In 2010 Adam created PowerGUI VSX, a free Visual Studio add-on that gave Visual Studio its first PowerShell language support. Fast-forward to 2019, and alongside much critical acclaim, Adam's product portfolio has broadened to include:
- PowerShell Tools for Visual Studio: This freeware Visual Studio add-on provides the core PowerShell language support minus the PowerGUI integration.
- PowerShell Pro Tools: This retail product greatly extends the PowerShell Tools functionality.
- PowerShell Universal Dashboard: This retail product simplifies the development and maintenance of web-based, interactive dashboards. For instance, in my spare time I'm working on a PowerShell Universal Dashboard project that provides an easy-to-use front-end for PowerShell Just Enough Administration (JEA).
As a PowerShell administrative scripter, you may be thinking, "Why should I care about Visual Studio?" In response I want to remind you that Visual Studio (a) is available in a free Community Edition and (b) offers us a first-class PowerShell development experience when you use Adam's tools.
Installing PowerShell Pro Tools
In Visual Studio, open the Extensions menu and select Manage Extensions. As shown in the following screenshot, you'll find Adam's PowerShell Tools for Visual Studio in the Visual Studio Marketplace.
The PowerShell Pro Tools are bundled with the PowerShell Tools extension; you needn't install anything else. All functionality is unlocked for three weeks, after which you must purchase a license if you want to continue using the Pro Tools.

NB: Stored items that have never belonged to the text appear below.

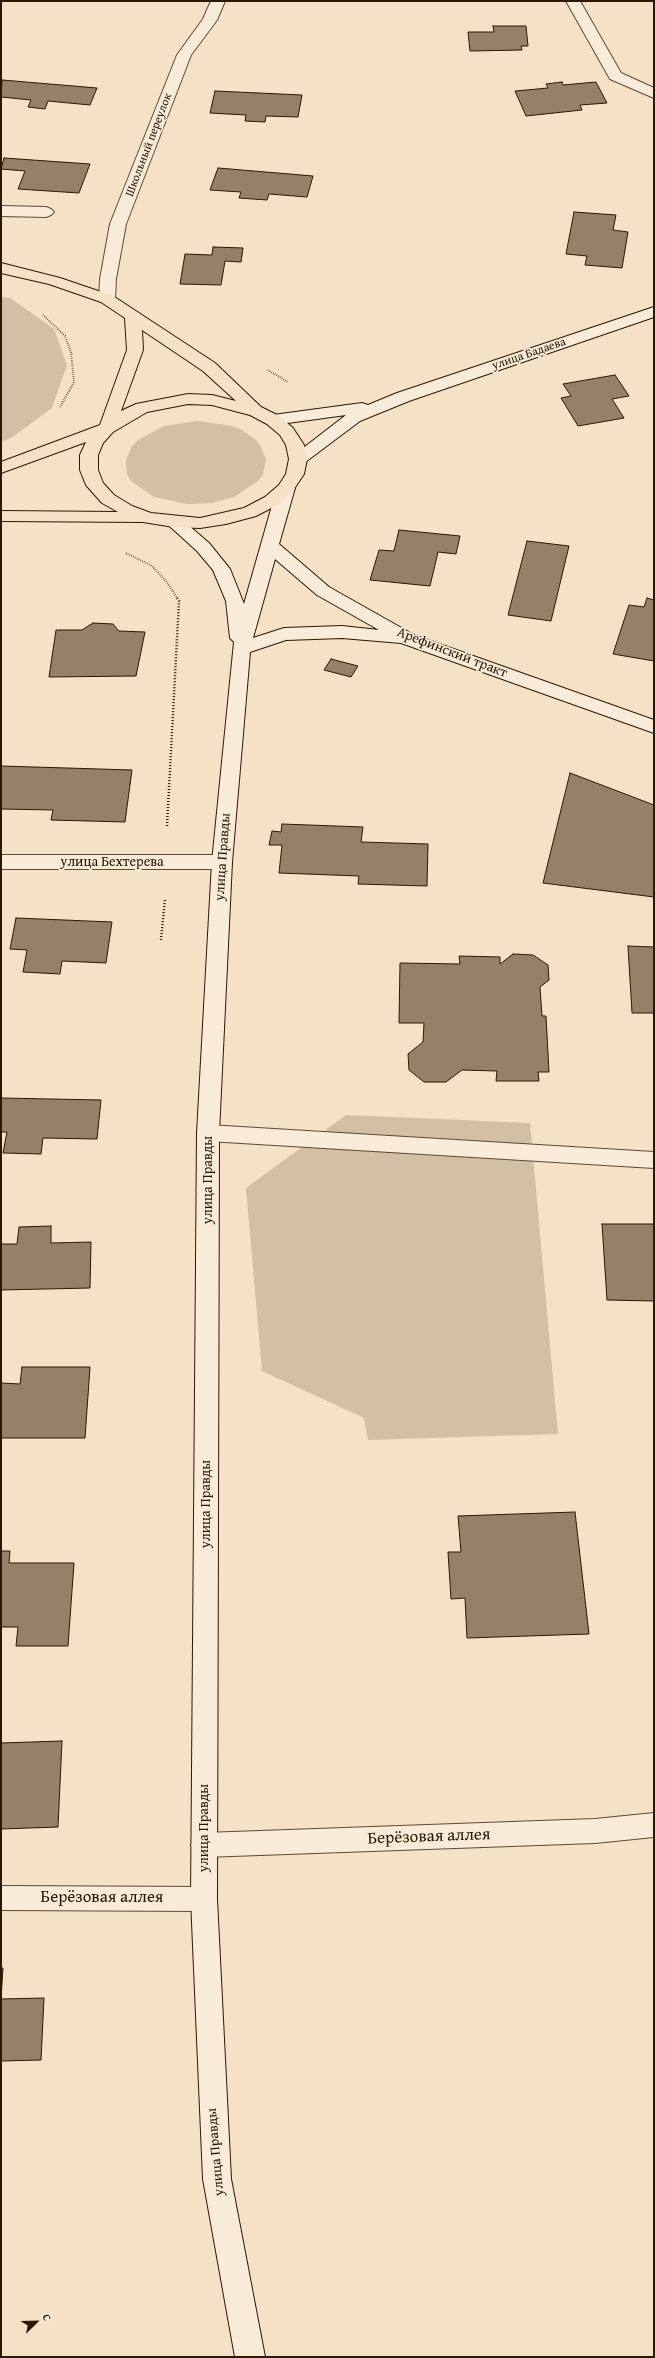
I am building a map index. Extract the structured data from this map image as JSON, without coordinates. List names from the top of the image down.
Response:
{
  "streets": {
    "street": [
      "Школьный переулок",
      "улица Бадаева",
      "Арефинский тракт",
      "улица Правды",
      "улица Бехтерева",
      "Берёзовая аллея"
    ]
  },
  "crossings": [
    ["Арефинский тракт", "улица Правды"],
    ["улица Правды", "улица Бехтерева"],
    ["улица Правды", "Берёзовая аллея"]
  ],
  "north": "top right"
}
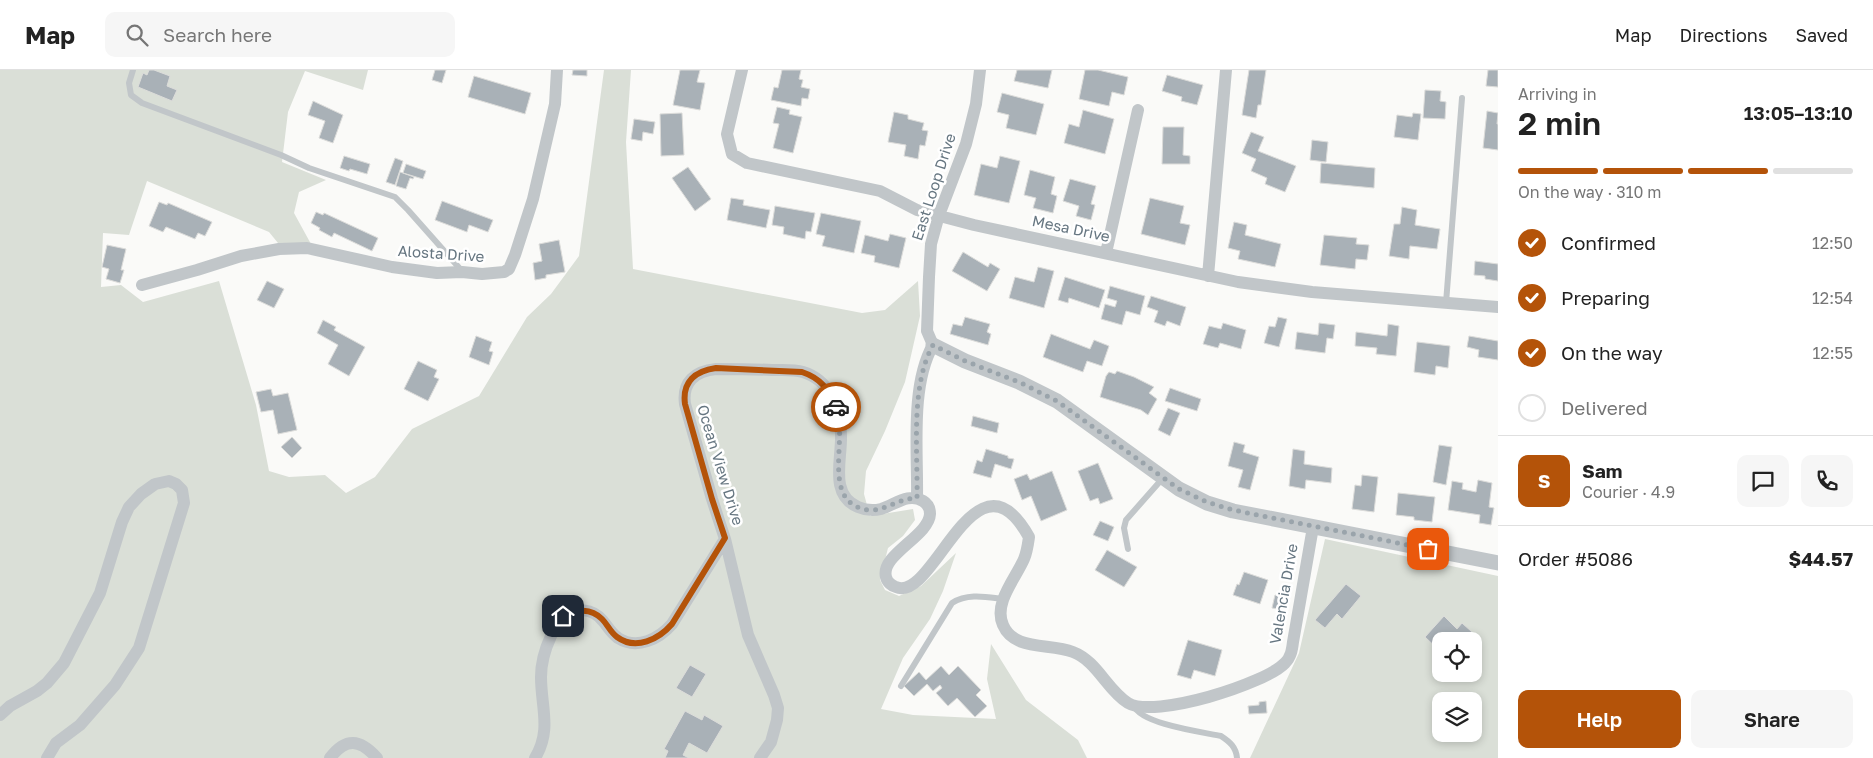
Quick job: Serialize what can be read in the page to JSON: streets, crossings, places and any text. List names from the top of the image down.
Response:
{
  "streets": {
    "street": [
      "East Loop Drive",
      "Mesa Drive",
      "Alosta Drive",
      "Ocean View Drive",
      "Valencia Drive"
    ]
  },
  "crossings": [
    ["East Loop Drive", "Mesa Drive"]
  ],
  "page": {
    "header": "Map",
    "search": "Search here",
    "nav": ["Map", "Directions", "Saved"],
    "heading": ["2 min", "Arriving in", "13:05–13:10"],
    "panel": [
      "Sam",
      "Courier · 4.9",
      "Order #5086",
      "$44.57"
    ],
    "bar": "On the way · 310 m",
    "list": [
      ["Confirmed", "12:50"],
      ["Preparing", "12:54"],
      ["On the way", "12:55"],
      "Delivered"
    ],
    "round": "S",
    "buttons": ["Help", "Share"]
  }
}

An important point: The PowerShell Tools for Visual Studio extension is free; look at the feature comparison to spot the differences. In a nutshell, the free extension gives you your basic PowerShell language support, including:
- Syntax highlighting
- PSScriptAnalyzer integration
- Local and remote debugging
As you'll learn momentarily, PowerShell Pro Tools extends on the basic extension's functionality by providing:
- C# to PowerShell code conversion
- Build events and package bundling
- Code obfuscation
- WinForm and Windows Presentation Foundation (WPF) designers
To license PowerShell Pro Tools in Visual Studio, click Help > About PowerShell Pro Tools and enter your product key.

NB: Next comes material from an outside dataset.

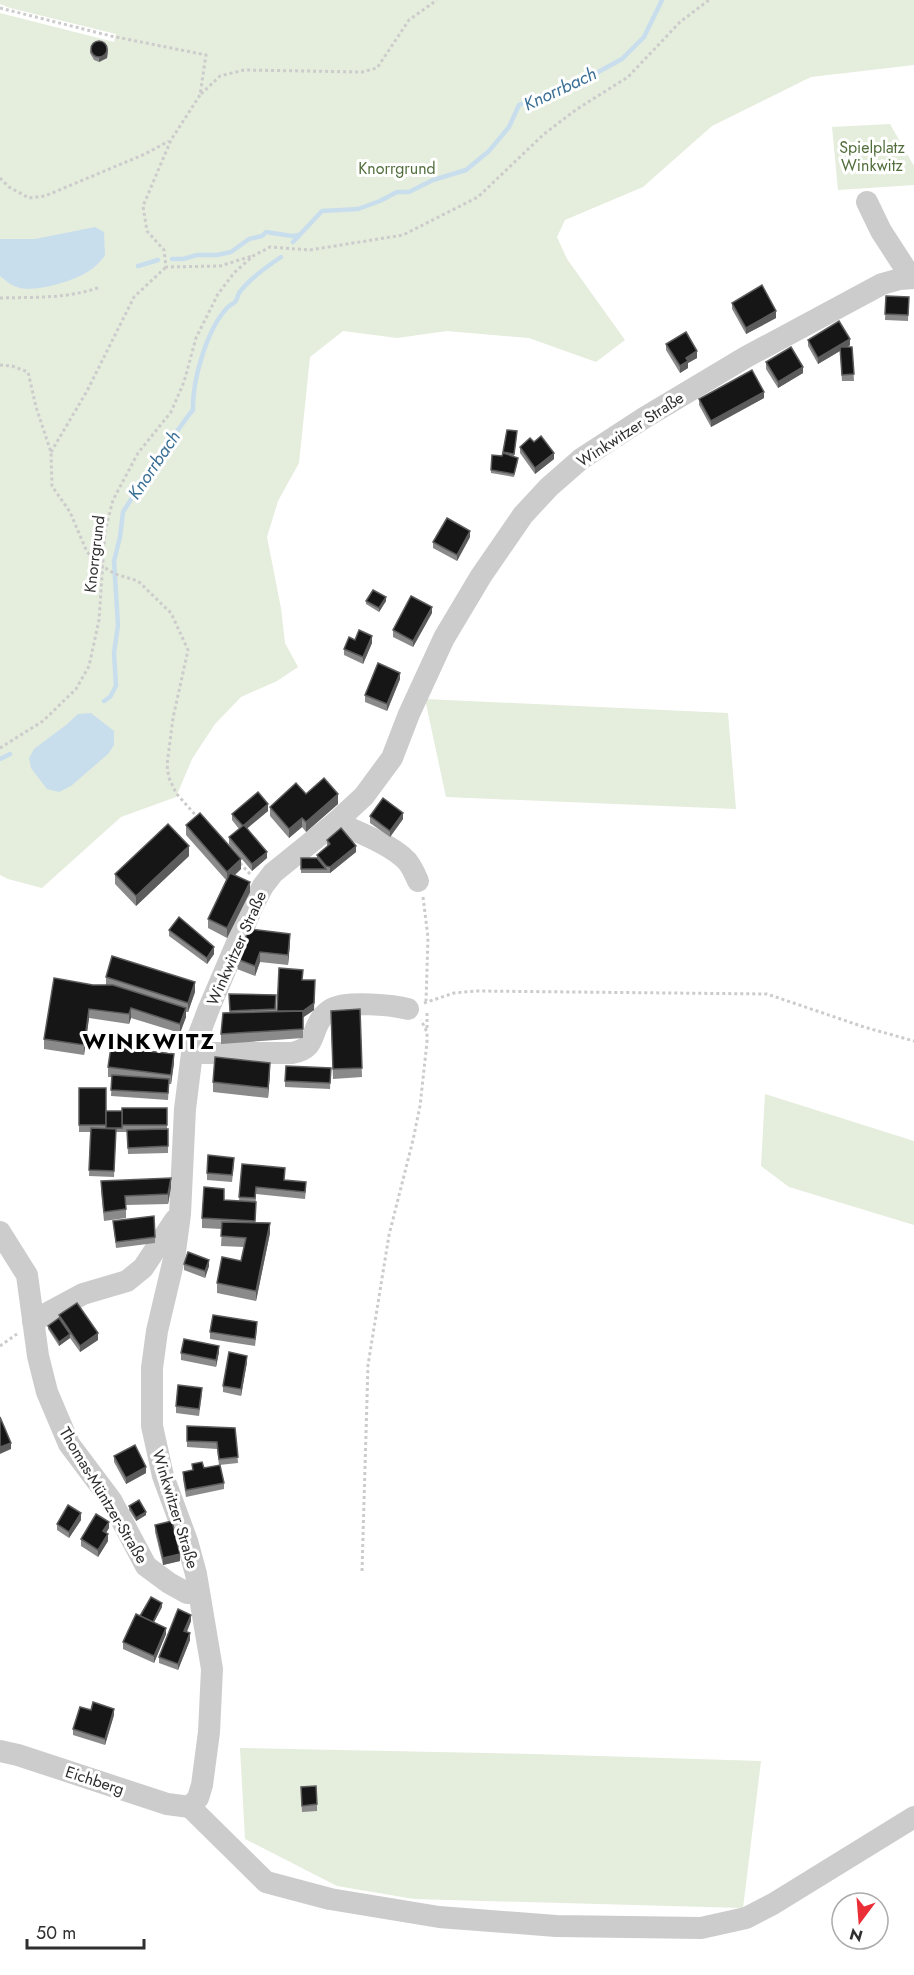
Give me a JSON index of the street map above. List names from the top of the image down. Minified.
{"streets":{"street":["Winkwitzer Straße","Thomas-Müntzer-Straße","Eichberg"],"path":["Knorrgrund"]},"crossings":[["Winkwitzer Straße","Thomas-Müntzer-Straße"],["Winkwitzer Straße","Eichberg"]],"districts":["WINKWITZ"],"water":["Knorrbach"],"parks":["Spielplatz Winkwitz","Knorrgrund"],"scale_bar":"50 m","north":"bottom"}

Only PowerShell Pro Tools (the paid product) is available for Visual Studio Code. Locate the extension in the Visual Studio Marketplace, as shown in the next figure.
To license PowerShell Pro Tools in VSCode, open the command palette, type PowerShell Pro Tools: Install License Key, paste in your key, and away you go!
Finally, install PowerShell Pro Tools as an ordinary module by running the following PowerShellGet command:
Install-Module -Name 'PowerShellProTools'
And then run the following command to install your license:
Install-PoshProToolsLicense -Path 'C:\license.txt'
Okay, enough with the preliminaries—let's test out this extension! In the interest of time and whitespace, I will use Visual Studio 2019 as my testing environment from now on.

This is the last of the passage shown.